Don’t let Dice Legacy deceive you, as it did me. It’s not a chill city builder with a couple of quirky presentational features and nascent roguelike elements. No, it’s a pitched battle for survival, pitting your dicey tribe against a rival settlement. You’re not (just) building a cute medieval town—you’re building a machine to take your enemies, The Others, down.
Need to know
What is it? A quirky city builder that’s secretly a merciless realtime strategy game
Expect to pay: $20/£16
Developer: DESTINYbit
Publisher: Ravenscourt, Maple Whispering Limited
Reviewed on: Intel Core i7-10750H, 16GB RAM, GeForce RTX 2060
Multiplayer? No
Out: Now
Link: dicelegacygame.com (opens in new tab)
You’d be forgiven for thinking otherwise, given how sedately Dice Legacy starts. Parking your ship at the edge of a seemingly unclaimed landmass, you soon go about the usual colony stuff: building a house and assigning workers to essential tasks. Food needs to be hunted, wood gathered, and stone and iron mined by the peasant class. But here those workers are represented by chunky, colourful dice.Â
Exploiting the land involves matching die faces to the various icons in the environment. The Tool icon is found by forests, mines, meadows, and hunting lodges (these are already present when you arrive in the world), and extracting them is as simple as dropping a die with the same icon atop each resource. When the resulting timer runs out, the die becomes exhausted, requiring a reroll before it can be used again. But you never know which of the die’s six faces the roll will settle on.

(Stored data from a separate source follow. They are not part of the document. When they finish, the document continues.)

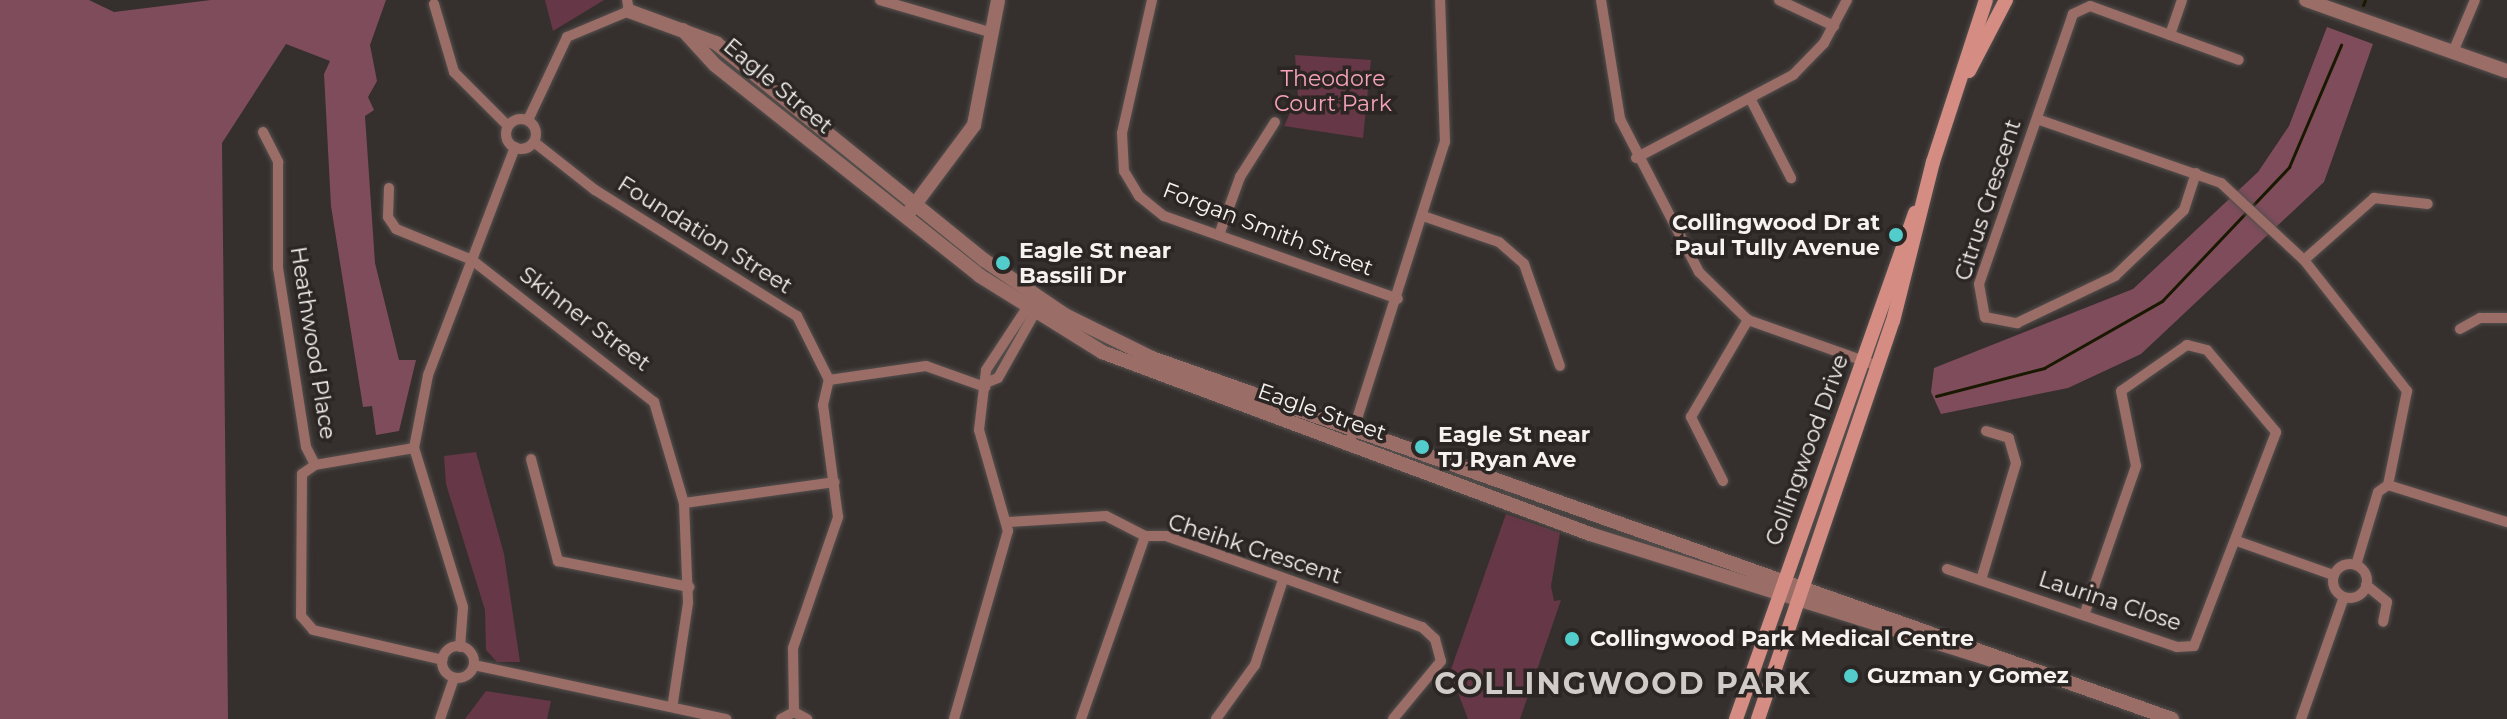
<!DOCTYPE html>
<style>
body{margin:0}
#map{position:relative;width:2507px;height:719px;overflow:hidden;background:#35302e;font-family:Montserrat,sans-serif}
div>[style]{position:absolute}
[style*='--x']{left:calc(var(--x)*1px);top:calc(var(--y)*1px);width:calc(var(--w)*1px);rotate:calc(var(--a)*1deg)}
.green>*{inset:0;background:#663746}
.forest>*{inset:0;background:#7f4c5c}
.stream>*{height:3px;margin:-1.5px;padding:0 1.5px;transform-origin:1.5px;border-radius:1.5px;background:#191901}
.roads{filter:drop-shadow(0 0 2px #544f4d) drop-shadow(0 0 2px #544f4d)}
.minor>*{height:10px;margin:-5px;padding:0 5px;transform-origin:5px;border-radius:5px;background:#9a6d66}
.minor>.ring{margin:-5px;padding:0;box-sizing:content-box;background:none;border:10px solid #9a6d66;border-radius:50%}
.tertiary>*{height:14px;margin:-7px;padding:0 7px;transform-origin:7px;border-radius:7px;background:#9a6d66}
.secondary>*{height:14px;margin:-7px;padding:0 7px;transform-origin:7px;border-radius:7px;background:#d58d83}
.dots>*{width:22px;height:22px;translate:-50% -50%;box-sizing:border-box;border:4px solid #2b2624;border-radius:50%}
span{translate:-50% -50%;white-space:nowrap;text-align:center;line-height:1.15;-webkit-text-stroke:7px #2b2624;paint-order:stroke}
.park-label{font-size:22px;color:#f5a2bb}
.street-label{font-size:22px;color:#f5f2f0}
.poi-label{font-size:22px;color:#f5f2f0;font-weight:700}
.right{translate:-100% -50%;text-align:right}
.left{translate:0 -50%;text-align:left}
.district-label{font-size:30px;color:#d1ccc8;font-weight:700;letter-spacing:2px}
</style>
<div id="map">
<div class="green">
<div style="clip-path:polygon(545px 0,604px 0,553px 31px)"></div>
<div style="clip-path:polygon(1295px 55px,1371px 60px,1363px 138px,1284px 126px,1298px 96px)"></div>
<div style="clip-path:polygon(476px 452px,504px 554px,520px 662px,497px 662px,486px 650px,485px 610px,446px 484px,444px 456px)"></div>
<div style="clip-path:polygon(1506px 514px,1560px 533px,1551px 586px,1554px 601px,1561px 600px,1520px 719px,1468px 719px,1450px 672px)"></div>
<div style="clip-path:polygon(486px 691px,551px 701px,547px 719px,465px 719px)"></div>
</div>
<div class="forest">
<div style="clip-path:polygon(0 0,89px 0,114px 12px,211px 0,386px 0,370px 45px,377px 81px,368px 97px,374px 110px,365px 116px,375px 263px,399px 360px,416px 360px,399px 431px,376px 435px,372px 406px,363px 407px,331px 206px,324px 74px,330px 61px,286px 44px,222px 143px,228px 719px,0 719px)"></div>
<div style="clip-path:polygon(2327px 27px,2373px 44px,2324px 182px,2141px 354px,2068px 388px,1941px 414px,1931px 392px,1934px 368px,2133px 289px,2258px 172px,2289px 126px)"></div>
</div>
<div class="stream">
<div style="--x:2363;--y:5;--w:5;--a:-68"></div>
<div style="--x:1936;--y:396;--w:112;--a:-14.5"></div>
<div style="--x:2044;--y:368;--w:136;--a:-29.6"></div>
<div style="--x:2162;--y:301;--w:185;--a:-46.5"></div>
<div style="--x:2289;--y:167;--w:133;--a:-66.9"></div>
</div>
<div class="roads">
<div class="minor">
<div style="--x:880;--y:0;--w:118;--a:16.3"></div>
<div style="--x:1152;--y:0;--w:136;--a:102.7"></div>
<div style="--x:1122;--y:133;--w:38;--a:87"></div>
<div style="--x:1124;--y:171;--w:29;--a:59"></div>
<div style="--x:1139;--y:196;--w:32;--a:39"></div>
<div style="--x:1164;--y:216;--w:248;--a:19.5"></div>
<div style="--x:1601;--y:0;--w:121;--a:80.9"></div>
<div style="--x:1620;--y:119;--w:172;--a:62.7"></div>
<div style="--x:1699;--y:272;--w:69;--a:44.4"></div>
<div style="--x:1748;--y:320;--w:138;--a:19.5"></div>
<div style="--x:1779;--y:0;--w:61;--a:25.3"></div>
<div style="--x:2182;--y:0;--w:37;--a:109"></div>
<div style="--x:2170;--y:35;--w:85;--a:-160.1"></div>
<div style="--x:2090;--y:6;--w:19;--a:155"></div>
<div style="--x:2073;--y:14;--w:286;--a:109.2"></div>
<div style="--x:1979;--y:284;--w:34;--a:80"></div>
<div style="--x:1985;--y:317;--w:33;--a:11"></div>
<div style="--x:2017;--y:323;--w:109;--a:-25.6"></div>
<div style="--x:2115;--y:276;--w:95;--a:-43.7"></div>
<div style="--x:2184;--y:210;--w:39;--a:-72"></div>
<div style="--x:434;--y:4;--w:71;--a:73.6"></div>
<div style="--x:454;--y:72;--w:76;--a:45"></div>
<div style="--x:2170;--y:35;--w:73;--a:19.9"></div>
<div style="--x:2453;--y:52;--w:56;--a:-67.1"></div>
<div style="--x:1751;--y:100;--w:88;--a:62.9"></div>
<div style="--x:2037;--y:119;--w:195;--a:19.2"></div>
<div style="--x:2221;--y:183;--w:113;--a:42.9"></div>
<div style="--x:2304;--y:260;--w:167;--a:51.8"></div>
<div style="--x:2407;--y:391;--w:96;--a:101.4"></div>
<div class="ring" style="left:506px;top:119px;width:20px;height:20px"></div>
<div style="--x:528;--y:120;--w:92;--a:-64.8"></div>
<div style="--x:567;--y:37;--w:67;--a:-22.8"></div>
<div style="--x:629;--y:11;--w:11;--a:-100"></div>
<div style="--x:263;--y:132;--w:34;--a:63"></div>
<div style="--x:278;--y:162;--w:106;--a:90"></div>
<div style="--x:278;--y:268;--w:181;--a:81.1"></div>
<div style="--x:306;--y:447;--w:20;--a:63"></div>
<div style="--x:534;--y:142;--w:78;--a:38.2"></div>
<div style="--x:595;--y:190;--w:238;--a:32"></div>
<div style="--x:797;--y:316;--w:72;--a:63.4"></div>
<div style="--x:1636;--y:158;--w:178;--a:-27.9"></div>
<div style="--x:1793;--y:75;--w:45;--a:-45.9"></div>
<div style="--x:1824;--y:43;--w:49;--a:-61.9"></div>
<div style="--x:389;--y:188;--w:29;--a:92"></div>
<div style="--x:388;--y:217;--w:14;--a:56"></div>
<div style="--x:396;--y:229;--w:82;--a:22.2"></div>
<div style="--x:472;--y:260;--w:231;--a:38"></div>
<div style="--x:654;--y:402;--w:105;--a:73.5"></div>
<div style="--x:684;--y:503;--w:100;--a:87.7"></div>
<div style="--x:688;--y:603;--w:100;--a:98.6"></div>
<div style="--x:1426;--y:217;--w:77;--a:18.9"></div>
<div style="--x:1499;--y:242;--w:33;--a:41"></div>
<div style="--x:1524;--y:264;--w:108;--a:70.6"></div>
<div style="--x:1219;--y:235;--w:62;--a:-70.1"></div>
<div style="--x:1240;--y:177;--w:65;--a:-57.5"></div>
<div style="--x:2304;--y:260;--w:94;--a:-41.5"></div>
<div style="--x:2374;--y:198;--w:54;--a:6.3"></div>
<div style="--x:2460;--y:329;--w:23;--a:-29"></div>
<div style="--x:2480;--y:318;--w:27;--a:0"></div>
<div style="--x:988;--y:382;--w:11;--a:-22"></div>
<div style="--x:998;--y:378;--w:81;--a:-60.6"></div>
<div style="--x:1349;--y:444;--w:317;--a:-72.4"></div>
<div style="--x:1445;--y:142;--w:142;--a:-92"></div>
<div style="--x:414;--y:448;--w:100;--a:170.3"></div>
<div style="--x:315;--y:465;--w:16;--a:145"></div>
<div style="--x:302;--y:474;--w:142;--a:90.4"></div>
<div style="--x:301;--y:616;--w:18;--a:49"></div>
<div style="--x:313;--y:630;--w:133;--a:13"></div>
<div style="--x:531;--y:459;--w:106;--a:75.2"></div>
<div style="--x:558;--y:561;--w:134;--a:11.2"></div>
<div style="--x:1723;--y:481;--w:72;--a:-116.6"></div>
<div style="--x:1691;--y:417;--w:113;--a:-59.6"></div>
<div style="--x:684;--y:503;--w:152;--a:-7.9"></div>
<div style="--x:1009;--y:522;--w:97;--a:-3.5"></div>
<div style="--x:1106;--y:516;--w:44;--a:27.1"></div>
<div style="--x:1145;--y:536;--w:21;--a:0"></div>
<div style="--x:1166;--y:536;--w:272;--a:19.6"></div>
<div style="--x:1422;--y:627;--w:18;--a:43"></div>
<div style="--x:1435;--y:639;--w:23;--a:75"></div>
<div style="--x:1441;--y:661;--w:75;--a:129.6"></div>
<div style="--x:2237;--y:541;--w:102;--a:19.5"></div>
<div class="ring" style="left:2333px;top:564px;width:24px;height:24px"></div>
<div style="--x:2356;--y:565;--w:76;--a:-73.2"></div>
<div style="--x:2378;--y:492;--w:12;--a:-35"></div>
<div style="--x:2388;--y:485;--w:125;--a:17.3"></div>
<div style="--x:1947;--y:569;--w:243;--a:18.7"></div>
<div style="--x:2177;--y:647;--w:17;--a:-3"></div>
<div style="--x:2194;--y:646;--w:229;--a:-69"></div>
<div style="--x:2276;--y:432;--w:107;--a:-130.1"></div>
<div style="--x:2207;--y:350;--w:21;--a:-166"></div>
<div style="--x:2187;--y:345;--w:80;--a:145.1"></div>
<div style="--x:2121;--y:391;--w:76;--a:78.7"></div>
<div style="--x:2136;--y:466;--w:158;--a:109.2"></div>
<div style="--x:1981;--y:580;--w:122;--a:-73.3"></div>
<div style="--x:2016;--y:463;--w:26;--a:-106"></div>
<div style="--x:2009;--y:438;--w:24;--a:-163"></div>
<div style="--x:2366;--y:585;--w:27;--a:39"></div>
<div style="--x:2387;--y:602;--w:20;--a:101"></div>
<div class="ring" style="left:442px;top:646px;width:22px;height:22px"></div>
<div style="--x:460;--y:647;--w:40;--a:-85.7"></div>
<div style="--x:463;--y:607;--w:166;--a:-107.1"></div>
<div style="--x:414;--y:448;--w:74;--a:-79.1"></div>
<div style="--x:428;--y:375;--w:244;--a:-69.1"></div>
<div style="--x:474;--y:665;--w:258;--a:12.1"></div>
<div style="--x:794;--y:712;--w:64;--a:-90.9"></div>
<div style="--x:793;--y:648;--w:139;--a:-71"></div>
<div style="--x:838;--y:517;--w:113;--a:-97.6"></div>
<div style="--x:823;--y:405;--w:26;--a:-77"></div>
<div style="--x:829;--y:380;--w:98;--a:-8.2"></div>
<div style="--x:926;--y:366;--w:63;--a:19.6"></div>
<div style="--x:440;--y:719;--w:43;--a:-71.1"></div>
<div style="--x:781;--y:719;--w:15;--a:-28"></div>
<div style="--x:794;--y:712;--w:15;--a:28"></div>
<div style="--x:954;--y:719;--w:196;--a:-74"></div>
<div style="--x:1008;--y:531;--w:105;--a:-106"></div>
<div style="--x:979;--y:430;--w:60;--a:-83.3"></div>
<div style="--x:986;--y:370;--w:80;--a:-56.7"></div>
<div style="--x:1081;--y:719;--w:194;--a:-70.7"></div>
<div style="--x:1216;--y:719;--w:67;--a:-54.2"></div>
<div style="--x:1255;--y:665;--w:86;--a:-71.8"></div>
<div style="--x:2301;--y:719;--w:129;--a:-70.6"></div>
</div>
<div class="tertiary">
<div style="--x:2306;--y:0;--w:213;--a:19.5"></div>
<div style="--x:629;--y:11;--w:93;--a:20.2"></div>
<div style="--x:716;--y:43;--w:345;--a:39"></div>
<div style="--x:984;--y:260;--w:98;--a:34.2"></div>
<div style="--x:1065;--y:315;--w:97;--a:26.3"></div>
<div style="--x:1152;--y:358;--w:1082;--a:19.49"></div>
<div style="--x:683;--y:30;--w:47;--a:47.6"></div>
<div style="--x:715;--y:65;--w:339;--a:38.5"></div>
<div style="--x:980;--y:276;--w:144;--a:31.9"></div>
<div style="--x:1102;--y:352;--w:521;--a:20.45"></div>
<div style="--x:1590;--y:534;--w:448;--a:17.4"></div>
<div style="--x:910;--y:211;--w:107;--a:-53.3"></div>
<div style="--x:974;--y:125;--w:127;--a:-79.1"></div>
</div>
<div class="secondary">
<div style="--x:1969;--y:71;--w:80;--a:-62.5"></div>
<div style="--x:1736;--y:719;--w:537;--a:-70.52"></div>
<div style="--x:1758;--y:719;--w:420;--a:-71.3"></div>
<div style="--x:1893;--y:321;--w:164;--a:-75.9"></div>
<div style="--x:1933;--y:162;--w:170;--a:-71.9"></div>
</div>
</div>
<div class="dots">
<div style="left:1896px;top:235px;background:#52cdcc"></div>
<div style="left:1003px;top:263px;background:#52cdcc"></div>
<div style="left:1422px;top:447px;background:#52cdcc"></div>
<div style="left:1572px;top:639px;background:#52cdcc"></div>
<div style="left:1851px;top:676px;background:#52cdcc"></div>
</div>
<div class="park-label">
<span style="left:1333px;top:91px">Theodore<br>Court Park</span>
</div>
<div class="street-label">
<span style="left:778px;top:86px;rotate:40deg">Eagle Street</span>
<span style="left:1988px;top:200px;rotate:-72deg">Citrus Crescent</span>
<span style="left:1268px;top:229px;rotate:21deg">Forgan Smith Street</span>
<span style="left:705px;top:235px;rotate:32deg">Foundation Street</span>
<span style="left:585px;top:319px;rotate:37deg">Skinner Street</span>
<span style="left:313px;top:343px;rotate:81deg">Heathwood Place</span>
<span style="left:1322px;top:412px;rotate:19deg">Eagle Street</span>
<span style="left:1807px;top:450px;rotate:-70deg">Collingwood Drive</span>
<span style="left:1255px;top:549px;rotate:18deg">Cheihk Crescent</span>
<span style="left:2110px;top:601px;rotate:18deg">Laurina Close</span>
</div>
<div class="poi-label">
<span class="right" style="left:1880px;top:235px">Collingwood Dr at<br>Paul Tully Avenue</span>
<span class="left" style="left:1019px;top:263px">Eagle St near<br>Bassili Dr</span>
<span class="left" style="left:1438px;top:447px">Eagle St near<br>TJ Ryan Ave</span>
<span class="left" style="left:1590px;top:639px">Collingwood Park Medical Centre</span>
<span class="left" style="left:1867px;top:676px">Guzman y Gomez</span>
</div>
<div class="district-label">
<span style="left:1623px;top:684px">COLLINGWOOD PARK</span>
</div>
</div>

(Image credit: DESTINYbit)
After two frustrating, Sisyphean attempts (there’s no manual saving, so if you’re caught in a downward spiral it might be best to restart the game), I turned the difficulty down to the easiest setting and started again. Here, The Others won’t attack until you poke them first, giving you plenty of time to shore your defences and upgrade your fighters. When I finally made my attack, the enemy responded slowly with their initial, puny raiders, so it was a short and slightly shaming victory in my favour.
That’s probably not the intended Dice Legacy experience, but I needed to see the end of it, partly to know what the many locked modes had to offer. There’s no Others-free mode, but if you want to make the experience harder for yourself you can play in a permanent winter, in a land mired in bureaucracy, or on a map with fewer resources available to scavenge. Alternate rulers are also unlocked after beating the main game, each favouring a different dice class.
There’s always been some overlap between city builders and realtime strategy games, but Dice Legacy carves an awkward niche in the middle. Yes, it’s a game about building a colony, but your every effort should be directed towards overcoming its cliff-like final battle. It’s an engine, and the fuel is colourful dice. I admire it for that focus, even after hunching over my keyboard playing one of the most dispiriting games of my life.